• _EXERCISE DATA_
++++++

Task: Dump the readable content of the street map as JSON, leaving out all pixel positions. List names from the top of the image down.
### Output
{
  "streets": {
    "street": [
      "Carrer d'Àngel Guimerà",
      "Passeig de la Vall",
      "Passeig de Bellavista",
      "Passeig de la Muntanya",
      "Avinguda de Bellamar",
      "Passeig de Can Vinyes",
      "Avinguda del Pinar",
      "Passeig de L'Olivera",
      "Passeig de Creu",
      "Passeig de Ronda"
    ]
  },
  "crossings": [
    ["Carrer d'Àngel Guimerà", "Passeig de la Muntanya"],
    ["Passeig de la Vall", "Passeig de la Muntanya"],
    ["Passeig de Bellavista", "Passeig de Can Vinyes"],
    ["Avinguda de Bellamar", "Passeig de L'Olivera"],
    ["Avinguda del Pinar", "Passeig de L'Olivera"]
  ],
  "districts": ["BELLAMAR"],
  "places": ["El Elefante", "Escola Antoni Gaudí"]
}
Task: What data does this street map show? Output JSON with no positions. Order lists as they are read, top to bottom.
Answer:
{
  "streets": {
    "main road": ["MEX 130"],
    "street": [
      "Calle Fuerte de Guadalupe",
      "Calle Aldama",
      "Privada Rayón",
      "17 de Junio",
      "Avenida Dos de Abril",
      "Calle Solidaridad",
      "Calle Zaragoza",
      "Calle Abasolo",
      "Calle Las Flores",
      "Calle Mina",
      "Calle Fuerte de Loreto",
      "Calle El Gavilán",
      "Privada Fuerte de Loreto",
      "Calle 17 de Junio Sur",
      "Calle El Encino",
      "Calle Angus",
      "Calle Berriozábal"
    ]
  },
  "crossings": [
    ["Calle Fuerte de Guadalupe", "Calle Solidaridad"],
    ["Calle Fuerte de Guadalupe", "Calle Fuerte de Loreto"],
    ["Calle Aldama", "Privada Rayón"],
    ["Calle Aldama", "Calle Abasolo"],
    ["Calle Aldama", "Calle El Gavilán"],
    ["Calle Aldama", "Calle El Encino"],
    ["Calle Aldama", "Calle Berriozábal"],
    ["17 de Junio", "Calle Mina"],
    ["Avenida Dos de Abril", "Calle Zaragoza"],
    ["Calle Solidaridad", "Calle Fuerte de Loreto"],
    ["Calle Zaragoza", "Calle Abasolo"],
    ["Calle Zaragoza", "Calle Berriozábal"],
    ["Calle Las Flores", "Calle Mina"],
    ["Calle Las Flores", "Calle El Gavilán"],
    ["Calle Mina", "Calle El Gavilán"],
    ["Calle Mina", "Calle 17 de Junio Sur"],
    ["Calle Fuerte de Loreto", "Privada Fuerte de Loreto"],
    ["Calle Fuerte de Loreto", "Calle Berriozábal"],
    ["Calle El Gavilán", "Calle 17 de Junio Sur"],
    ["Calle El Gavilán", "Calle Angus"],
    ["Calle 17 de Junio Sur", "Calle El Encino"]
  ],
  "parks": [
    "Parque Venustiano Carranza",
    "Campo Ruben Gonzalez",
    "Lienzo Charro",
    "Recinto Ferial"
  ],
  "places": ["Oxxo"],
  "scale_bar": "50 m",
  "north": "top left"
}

++++++

• _EXERCISE AIM_
Please reproduce every line shown above, exactly as written.

• _RESPONSE_
Task: Dump the readable content of the street map as JSON, leaving out all pixel positions. List names from the top of the image down.
### Output
{
  "streets": {
    "street": [
      "Carrer d'Àngel Guimerà",
      "Passeig de la Vall",
      "Passeig de Bellavista",
      "Passeig de la Muntanya",
      "Avinguda de Bellamar",
      "Passeig de Can Vinyes",
      "Avinguda del Pinar",
      "Passeig de L'Olivera",
      "Passeig de Creu",
      "Passeig de Ronda"
    ]
  },
  "crossings": [
    ["Carrer d'Àngel Guimerà", "Passeig de la Muntanya"],
    ["Passeig de la Vall", "Passeig de la Muntanya"],
    ["Passeig de Bellavista", "Passeig de Can Vinyes"],
    ["Avinguda de Bellamar", "Passeig de L'Olivera"],
    ["Avinguda del Pinar", "Passeig de L'Olivera"]
  ],
  "districts": ["BELLAMAR"],
  "places": ["El Elefante", "Escola Antoni Gaudí"]
}
Task: What data does this street map show? Output JSON with no positions. Order lists as they are read, top to bottom.
Answer:
{
  "streets": {
    "main road": ["MEX 130"],
    "street": [
      "Calle Fuerte de Guadalupe",
      "Calle Aldama",
      "Privada Rayón",
      "17 de Junio",
      "Avenida Dos de Abril",
      "Calle Solidaridad",
      "Calle Zaragoza",
      "Calle Abasolo",
      "Calle Las Flores",
      "Calle Mina",
      "Calle Fuerte de Loreto",
      "Calle El Gavilán",
      "Privada Fuerte de Loreto",
      "Calle 17 de Junio Sur",
      "Calle El Encino",
      "Calle Angus",
      "Calle Berriozábal"
    ]
  },
  "crossings": [
    ["Calle Fuerte de Guadalupe", "Calle Solidaridad"],
    ["Calle Fuerte de Guadalupe", "Calle Fuerte de Loreto"],
    ["Calle Aldama", "Privada Rayón"],
    ["Calle Aldama", "Calle Abasolo"],
    ["Calle Aldama", "Calle El Gavilán"],
    ["Calle Aldama", "Calle El Encino"],
    ["Calle Aldama", "Calle Berriozábal"],
    ["17 de Junio", "Calle Mina"],
    ["Avenida Dos de Abril", "Calle Zaragoza"],
    ["Calle Solidaridad", "Calle Fuerte de Loreto"],
    ["Calle Zaragoza", "Calle Abasolo"],
    ["Calle Zaragoza", "Calle Berriozábal"],
    ["Calle Las Flores", "Calle Mina"],
    ["Calle Las Flores", "Calle El Gavilán"],
    ["Calle Mina", "Calle El Gavilán"],
    ["Calle Mina", "Calle 17 de Junio Sur"],
    ["Calle Fuerte de Loreto", "Privada Fuerte de Loreto"],
    ["Calle Fuerte de Loreto", "Calle Berriozábal"],
    ["Calle El Gavilán", "Calle 17 de Junio Sur"],
    ["Calle El Gavilán", "Calle Angus"],
    ["Calle 17 de Junio Sur", "Calle El Encino"]
  ],
  "parks": [
    "Parque Venustiano Carranza",
    "Campo Ruben Gonzalez",
    "Lienzo Charro",
    "Recinto Ferial"
  ],
  "places": ["Oxxo"],
  "scale_bar": "50 m",
  "north": "top left"
}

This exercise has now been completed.